» TO DO:
Where does the word "East" occur in the material? Copy each line that has it.

START SUPPLIED INFORMATION

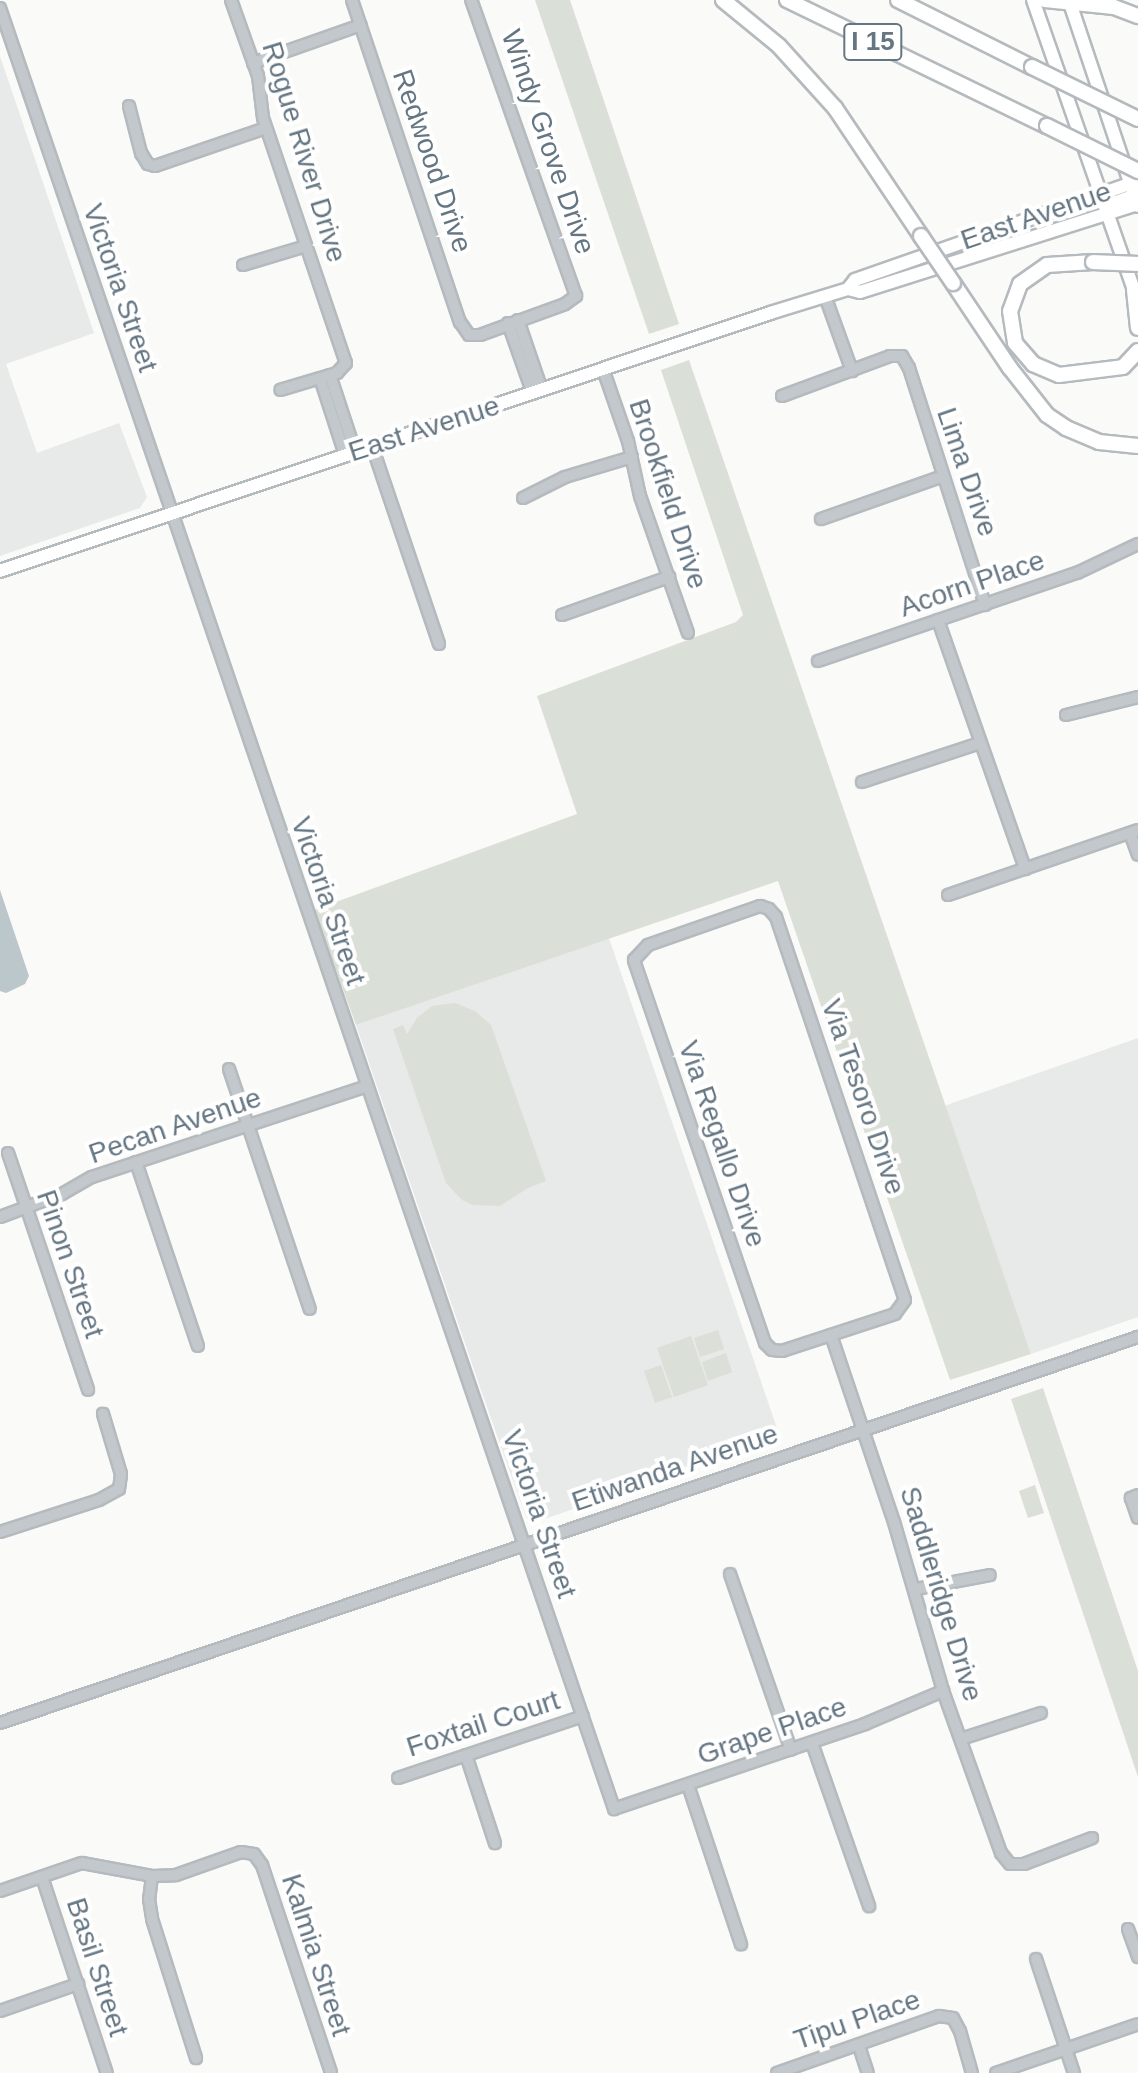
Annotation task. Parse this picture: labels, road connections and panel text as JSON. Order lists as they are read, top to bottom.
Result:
{
  "streets": {
    "highway": ["I 15"],
    "main road": ["East Avenue"],
    "street": [
      "Windy Grove Drive",
      "Rogue River Drive",
      "Redwood Drive",
      "Victoria Street",
      "Lima Drive",
      "Brookfield Drive",
      "Acorn Place",
      "Via Tesoro Drive",
      "Pecan Avenue",
      "Via Regallo Drive",
      "Pinon Street",
      "Etiwanda Avenue",
      "Saddleridge Drive",
      "Foxtail Court",
      "Grape Place",
      "Kalmia Street",
      "Basil Street",
      "Tipu Place"
    ]
  },
  "crossings": [
    ["I 15", "East Avenue"],
    ["Windy Grove Drive", "Redwood Drive"],
    ["East Avenue", "Victoria Street"],
    ["East Avenue", "Brookfield Drive"],
    ["Victoria Street", "Pecan Avenue"],
    ["Victoria Street", "Etiwanda Avenue"],
    ["Victoria Street", "Foxtail Court"],
    ["Victoria Street", "Grape Place"],
    ["Lima Drive", "Acorn Place"],
    ["Via Tesoro Drive", "Via Regallo Drive"],
    ["Via Tesoro Drive", "Saddleridge Drive"],
    ["Pecan Avenue", "Pinon Street"],
    ["Via Regallo Drive", "Saddleridge Drive"],
    ["Etiwanda Avenue", "Saddleridge Drive"],
    ["Saddleridge Drive", "Grape Place"]
  ]
}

END SUPPLIED INFORMATION

» SOLVED PROBLEM:
    "main road": ["East Avenue"],
    ["I 15", "East Avenue"],
    ["East Avenue", "Victoria Street"],
    ["East Avenue", "Brookfield Drive"],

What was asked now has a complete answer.